Caitlin is not a rare case among my acquaintances. I too am puzzled. But let’s take her case as an example and try to find avenues for love to enter her life.

  1. Work Less (and Better). Caitlin is single, without dependents to care for, and still her life is packed packed packed with barely a minute to spare. No. 1 reason: work. Caitlin works hours that are totally incompatible with a regular dating life let alone a family life. She needs to stick to the timetable in her contract, and make use of leave time, holidays, compensatory leave for long hours or weekends worked – whatever her employer’s rules allow. And she needs to study these rules and find out, and put her foot down if needed. Downtime is good for dating, and good for productivity at work. (The Economist says: she needs to reveal her true work-life trade-off preferences.)
  2. Use Your Work Hours Well. Of course the main focus of her work hours should be her tasks and professional goals. It may however be in the interest of her professional life to cultivate a network of peer experts for exchange and review, or to take group training, whether in leadership, a language, organizational skills or something else. These activities kill two birds with one stone; they promote professional development and foster personal encounters. Caitlin’s dream date may attend one of the trainings, or be a peer expert, but even if not, there may be a person who knows someone Caitlin should know.
  3. Meet Many Quality People. Twelve should suffice, but more doesn’t harm. In order not to waste her precious time, Caitlin should focus on social circles and activities that likely attract people with her core values. If she is an environmentalist – she should find the key environmental groups and events in town and attend them. If she practices a religion – she should attend their singles groups or affiliated dating agencies. ALL OF THEM. And then the non-affiliated (online) dating agencies, carefully ticking the boxes of what she needs in a guy. She must make clear that non-matches need not apply. If money is no issue, she should consider a professional matchmaker (the classical solution before the internet era). These people are trained and, depending on the agency, have access to a quality selection of singles the world over. There may be a location – love trade-off: if the best guy is in, like, London UK, she may need to move there.
  4. Tell The World. The previous two steps, and especially this one, are about cutting what Economists call ‘the information asymmetry’. Caitlin knows what she needs; the world – and especially Mr Right – do not. She can start by telling her friends (who tell their friends and so on). No worries about seeming desperate – talking about this shows confidence. If she has friends in the publishing industry, she may plot with them to find an excuse to portray her in a newspaper or newsletter or online community. Does she have a specific project she is leading, a volunteer activity or similar? Does she have an interesting story or experience to share? Have them narrate it, and portray her in the wake.
  5. Give Yourself Time And Space To Decide. Once the phone starts ringing and the invitations coming, Caitlin needs to make sure the dates are meaningful and help her decide. Dinner or coffee are good, picnic too. As are moderately strenuous sports from hiking to tennis: they all give you time to talk. Cinema and theater do not – although they give you a theme, and if followed up by a meal, might make sense. Meeting in public until she feels safe is a no-brainer. Group activities are important to see how the date behaves around others, but getting too close too soon, e.g. involving family or very close friends, may influence Caitlin unduly. She needs to decide. And how best to do that will be the feature of another column…
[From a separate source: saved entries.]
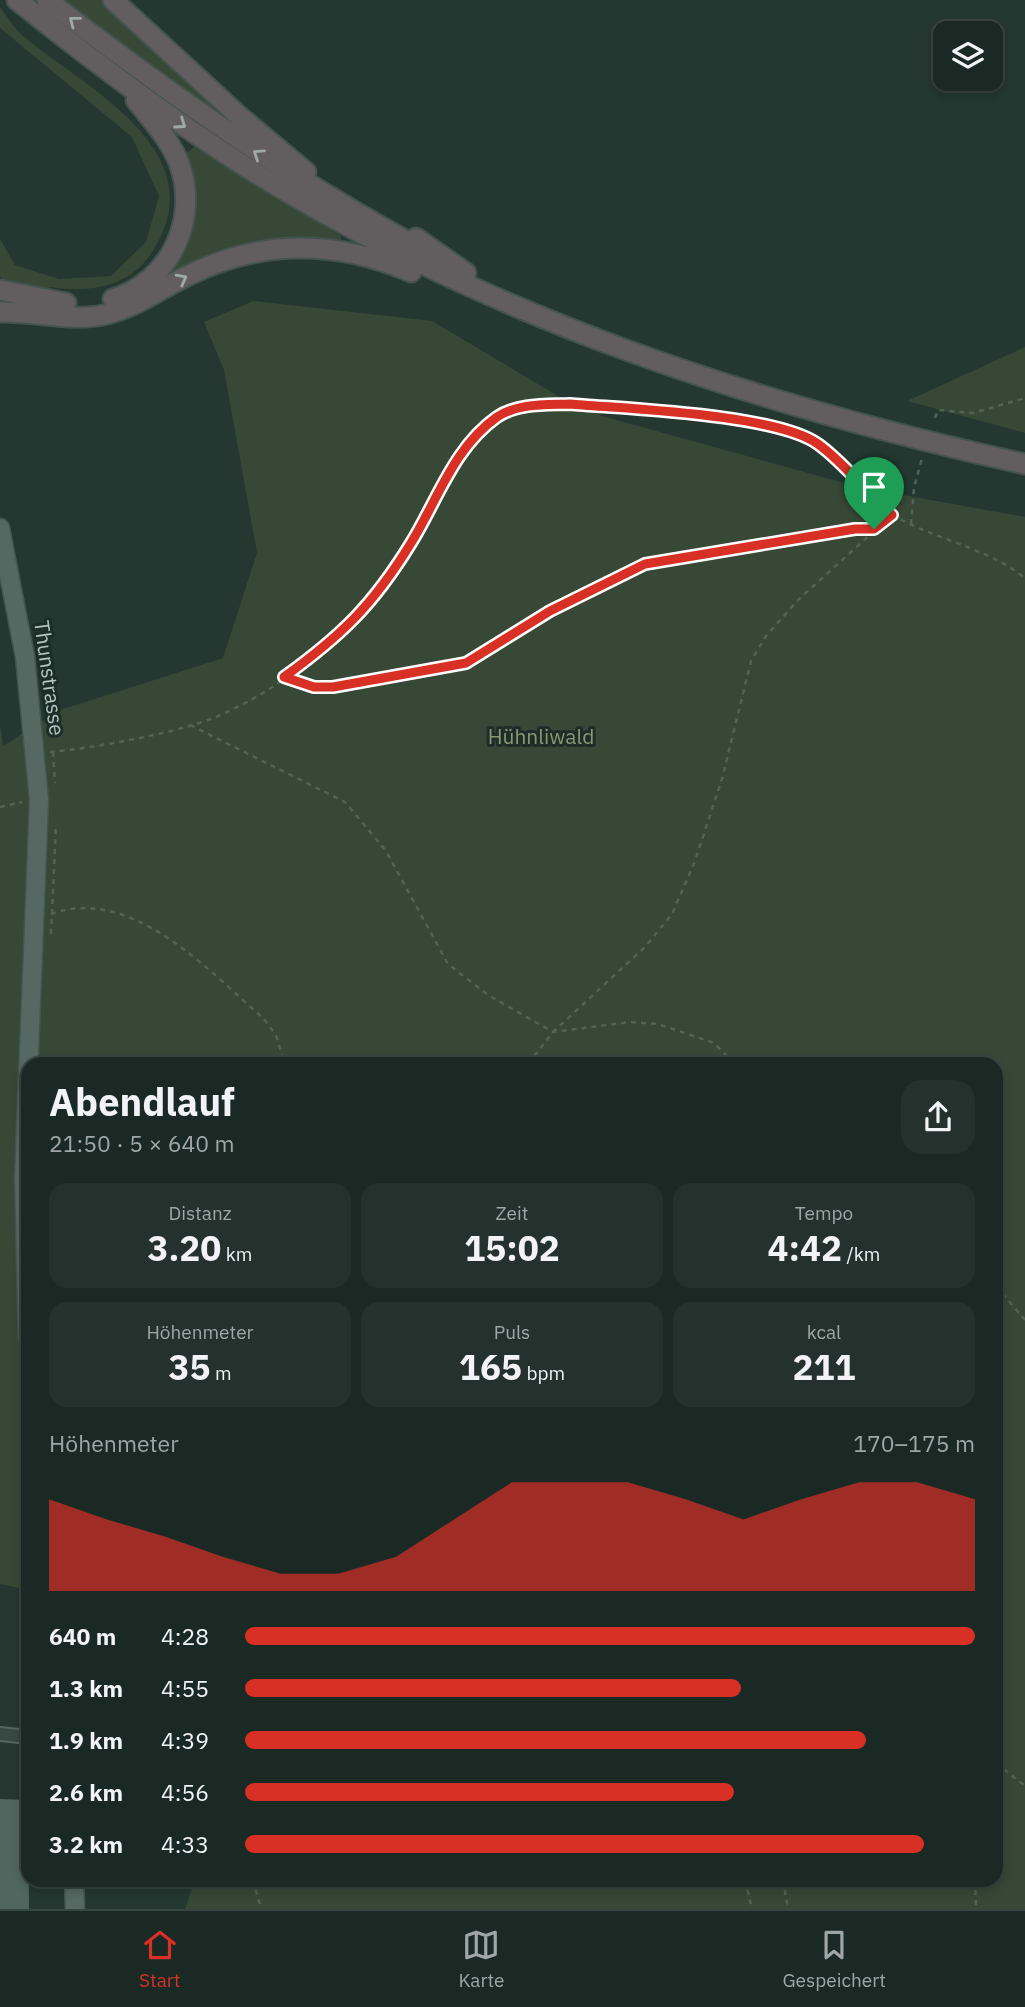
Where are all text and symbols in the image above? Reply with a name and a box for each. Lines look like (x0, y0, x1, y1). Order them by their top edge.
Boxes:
one-way arrow (69, 17, 82, 30)
map controls (933, 21, 1003, 91)
button: layers (933, 21, 1003, 91)
one-way arrow (173, 116, 186, 128)
one-way arrow (253, 150, 266, 163)
one-way arrow (175, 274, 187, 287)
pin (844, 457, 904, 529)
icon: arrive (855, 468, 893, 506)
street label: Thunstrasse (28, 619, 72, 737)
park label: Hühnliwald (488, 722, 594, 750)
text: Abendlauf (49, 1077, 235, 1126)
button: share (901, 1080, 975, 1154)
text: 21:50 · 5 × 640 m (49, 1128, 235, 1158)
text: Distanz (168, 1201, 232, 1225)
text: Zeit (496, 1201, 528, 1225)
text: Tempo (795, 1201, 853, 1225)
text: 3.20 (148, 1225, 221, 1271)
text: 15:02 (464, 1225, 560, 1271)
text: 4:42 (768, 1225, 842, 1271)
text: km (221, 1242, 252, 1266)
text: /km (842, 1242, 880, 1266)
text: Höhenmeter (146, 1320, 254, 1344)
text: Puls (494, 1320, 530, 1344)
text: kcal (807, 1320, 841, 1344)
text: 35 (168, 1344, 210, 1390)
text: 165 (459, 1344, 522, 1390)
text: 211 (792, 1344, 856, 1390)
text: m (210, 1361, 232, 1385)
text: bpm (522, 1361, 565, 1385)
text: Höhenmeter (49, 1428, 179, 1458)
text: 170–175 m (853, 1428, 975, 1458)
text: 640 m (49, 1621, 116, 1651)
text: 4:28 (161, 1621, 209, 1651)
text: 1.3 km (49, 1673, 123, 1703)
text: 4:55 (161, 1673, 209, 1703)
text: 1.9 km (49, 1725, 123, 1755)
text: 4:39 (161, 1725, 209, 1755)
text: 2.6 km (49, 1777, 123, 1807)
text: 4:56 (161, 1777, 209, 1807)
text: 3.2 km (49, 1829, 123, 1859)
text: 4:33 (161, 1829, 209, 1859)
tab: Start (139, 1926, 181, 1992)
tab: Karte (458, 1926, 504, 1992)
tab: Gespeichert (782, 1926, 886, 1992)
Support in marriage = success in business

Haven’t we guessed it. A woman’s courage and success in business likely depend on the supportiveness of her husband. A husband that respects a woman’s personal ownership of things, and income, and decisions…. and that cooperatively supports her efforts, likely has a wife that invests (herself) more, takes more risks and is ultimately more successful.
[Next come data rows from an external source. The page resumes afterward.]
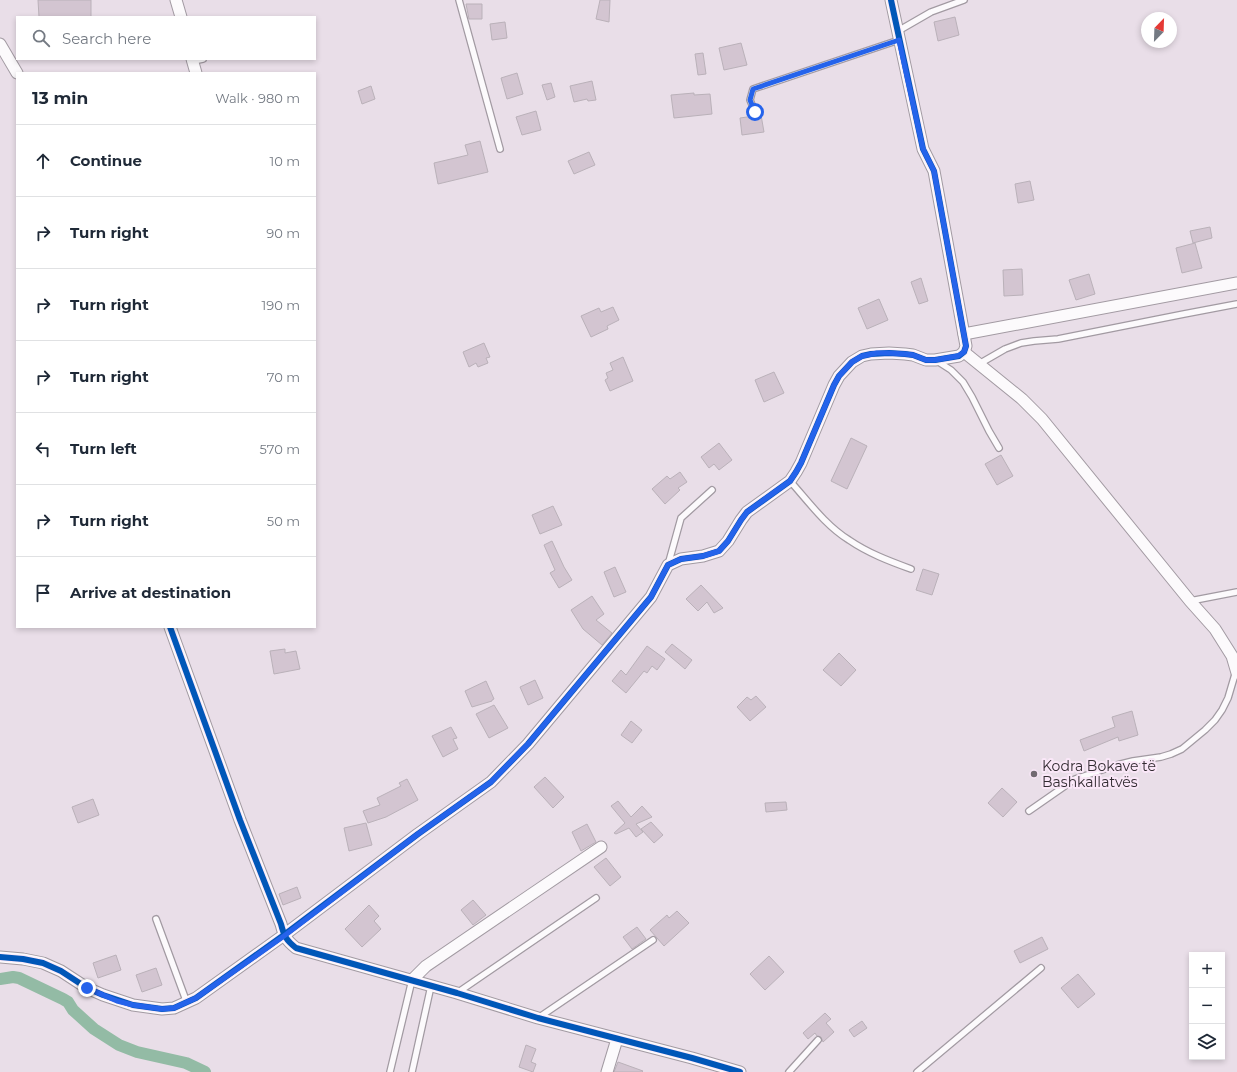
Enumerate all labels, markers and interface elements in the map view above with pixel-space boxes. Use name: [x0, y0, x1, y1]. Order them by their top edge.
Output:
north arrow: [1141, 12, 1177, 48]
search box: [16, 16, 316, 60]
icon: search: [30, 27, 52, 49]
text: Search here: [62, 29, 151, 48]
text: 13 min: [32, 88, 88, 108]
text: Walk · 980 m: [215, 90, 300, 106]
route start: [746, 103, 764, 121]
icon: ahead: [32, 150, 54, 172]
text: Continue: [70, 151, 142, 170]
text: 10 m: [270, 153, 300, 169]
icon: right: [32, 222, 54, 244]
text: Turn right: [70, 223, 149, 242]
text: 90 m: [266, 225, 300, 241]
icon: right: [32, 294, 54, 316]
text: Turn right: [70, 295, 149, 314]
text: 190 m: [262, 297, 300, 313]
icon: right: [32, 366, 54, 388]
text: Turn right: [70, 367, 149, 386]
text: 70 m: [267, 369, 300, 385]
icon: left: [32, 438, 54, 460]
text: Turn left: [70, 439, 137, 458]
text: 570 m: [260, 441, 300, 457]
icon: right: [32, 510, 54, 532]
text: Turn right: [70, 511, 149, 530]
text: 50 m: [267, 513, 300, 529]
icon: arrive: [32, 582, 54, 604]
text: Arrive at destination: [70, 583, 231, 602]
place label: Kodra Bokave të Bashkallatvës: [1042, 757, 1156, 791]
marker: Kodra Bokave të Bashkallatvës: [1029, 769, 1039, 779]
map controls: [1189, 952, 1225, 1060]
button: +: [1189, 952, 1225, 988]
route end: [78, 979, 96, 997]
button: −: [1189, 988, 1225, 1024]
button: layers: [1189, 1024, 1225, 1060]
In the same context, and provided with the same opportunities, women with and without supportive husbands can perform strikingly differently. This smart paper shows some preliminary evidence in that direction.

Inspired by these findings, dear lady daters, add to your list of criteria: he has to respect your decisions (and time, and property..), bargain fairly and help with your career goals.
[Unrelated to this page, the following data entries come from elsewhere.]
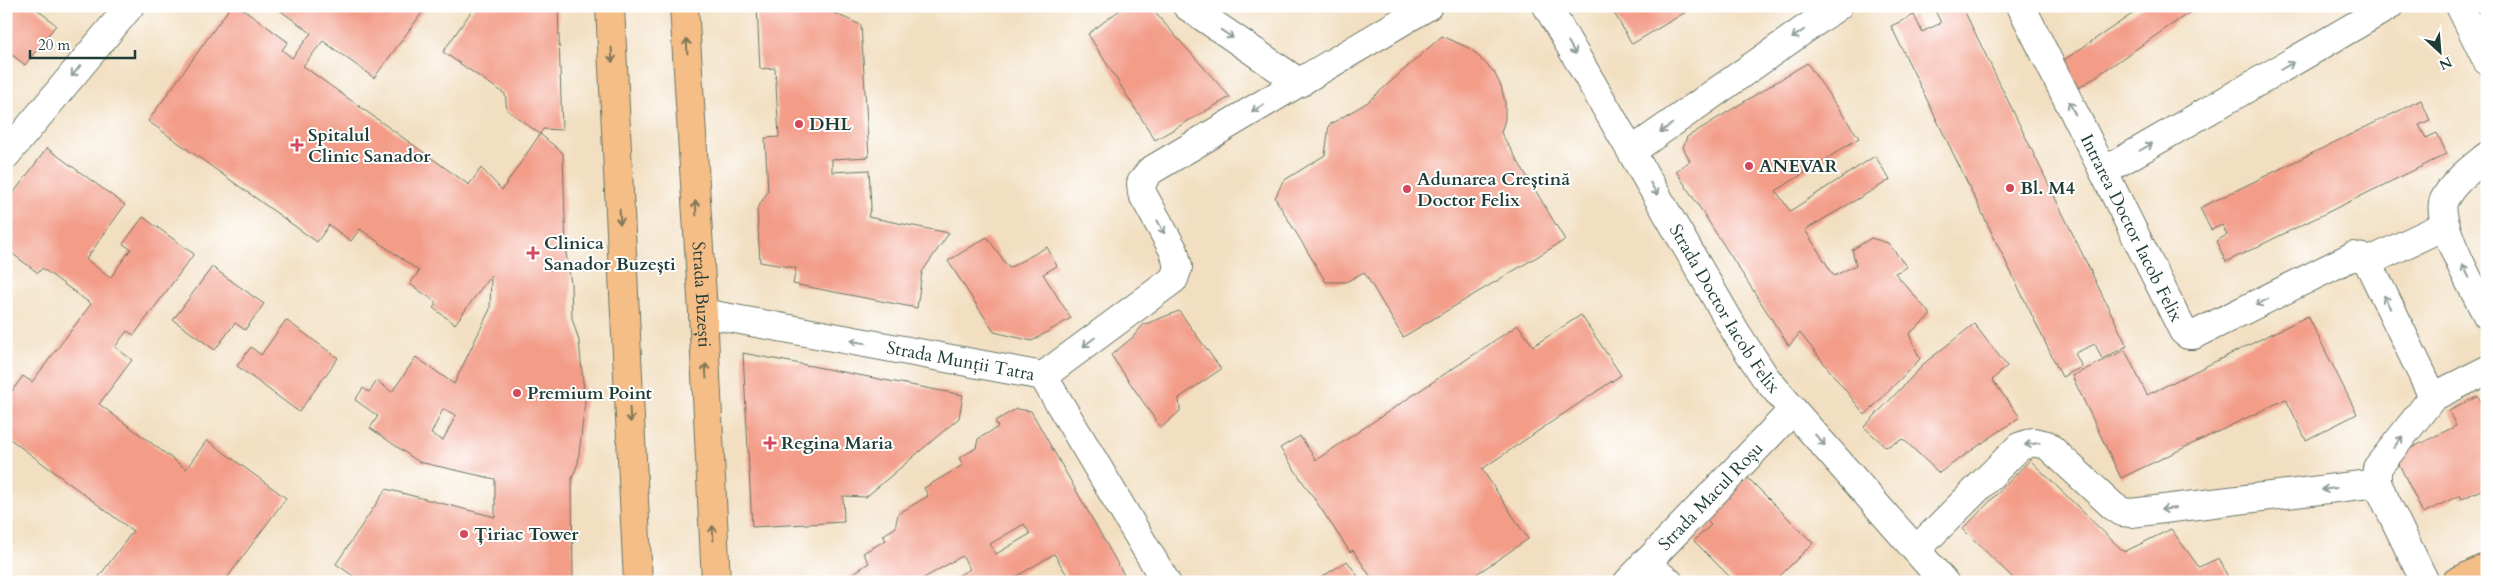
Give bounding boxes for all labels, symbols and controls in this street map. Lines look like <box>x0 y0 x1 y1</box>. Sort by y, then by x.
scale bar <box>30 28 135 60</box>
north arrow <box>2416 28 2466 78</box>
one-way arrow <box>1220 29 1234 39</box>
one-way arrow <box>1792 29 1806 39</box>
text: 20 m <box>38 35 70 55</box>
one-way arrow <box>682 39 691 55</box>
one-way arrow <box>1567 41 1577 55</box>
one-way arrow <box>608 47 617 63</box>
text: N <box>2436 52 2455 74</box>
one-way arrow <box>2279 60 2293 70</box>
one-way arrow <box>71 64 82 77</box>
one-way arrow <box>2067 100 2077 115</box>
one-way arrow <box>1251 103 1265 113</box>
place label: DHL <box>809 112 852 137</box>
marker: DHL <box>793 118 805 130</box>
place label: Spitalul Clinic Sanador <box>308 123 431 169</box>
one-way arrow <box>1659 123 1673 133</box>
street label: Intrarea Doctor Iacob Felix <box>2074 130 2189 326</box>
marker: Spitalul Clinic Sanador <box>290 138 304 152</box>
one-way arrow <box>2139 142 2154 152</box>
place label: ANEVAR <box>1759 154 1839 179</box>
marker: ANEVAR <box>1743 160 1755 172</box>
place label: Adunarea Creștină Doctor Felix <box>1417 167 1570 213</box>
place label: Bl. M4 <box>2020 176 2075 201</box>
one-way arrow <box>1649 181 1659 195</box>
marker: Bl. M4 <box>2004 182 2016 194</box>
marker: Adunarea Creștină Doctor Felix <box>1401 183 1413 195</box>
one-way arrow <box>692 201 701 217</box>
one-way arrow <box>616 209 625 225</box>
one-way arrow <box>1156 219 1166 233</box>
street label: Strada Doctor Iacob Felix <box>1663 220 1786 399</box>
place label: Clinica Sanador Buzești <box>544 231 676 277</box>
street label: Strada Buzești <box>686 241 717 348</box>
marker: Clinica Sanador Buzești <box>526 246 540 260</box>
one-way arrow <box>2460 264 2470 279</box>
one-way arrow <box>2382 295 2391 310</box>
one-way arrow <box>2255 298 2270 307</box>
street label: Strada Munții Tatra <box>884 335 1037 387</box>
one-way arrow <box>850 336 866 346</box>
one-way arrow <box>1082 337 1096 347</box>
one-way arrow <box>701 363 710 379</box>
place label: Premium Point <box>527 381 653 406</box>
marker: Premium Point <box>511 387 523 399</box>
one-way arrow <box>625 406 635 422</box>
place label: Regina Maria <box>781 431 893 456</box>
one-way arrow <box>1814 434 1825 447</box>
one-way arrow <box>2392 435 2403 448</box>
marker: Regina Maria <box>763 436 777 450</box>
street label: Strada Macul Roșu <box>1653 437 1769 556</box>
one-way arrow <box>2024 439 2040 449</box>
one-way arrow <box>2321 484 2337 494</box>
one-way arrow <box>2160 504 2176 514</box>
place label: Țiriac Tower <box>474 522 579 547</box>
one-way arrow <box>709 525 718 541</box>
marker: Țiriac Tower <box>458 528 470 540</box>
Can you have a career and a happy family?

Today, dear readers, you get a reflective one. Not much evidence except anecdotal, but lots of reflection to make up for it.

Honest, do you know a hugely successful person that also has a home life you would want to emulate?

I used to have such role models in the past (e.g. an MD with four kids), but as I move up the ranks myself, MDs become less of a role model, and CEOs more so. Also, upon closer inspection, those four kids were not all as well adjusted as their mum. And as far as managers go…I seem to be seeing more childless, single and divorced people than at other hierarchy levels. Or people with a lifelong distance relationship; one CEO sees her partner once a month and considers that a relationship. Another variant is living together ‘for the kids’ but dropping the wedding band and normal marital interactions between the spouses; until the kids are grown and a divorce is less painful.

What is this? Does a parents’ high powered career zap the life out of couple communication? Does a job encroach so much upon spare time that people end up married to their job? Or is my perception not representative?

And what about the children’s growth path? Again, if you look at the anecdotes, successful parents often raise less successful kids. Warren Buffett’s daughter runs a (daddy-financed?) philanthropy, and his son is a farmer. Not that there’s anything wrong with farming. And Paris Hilton…well. The Clintons and maybe Mitt Romney seem to be an exception. Bill Gates’ kids are too young to tell.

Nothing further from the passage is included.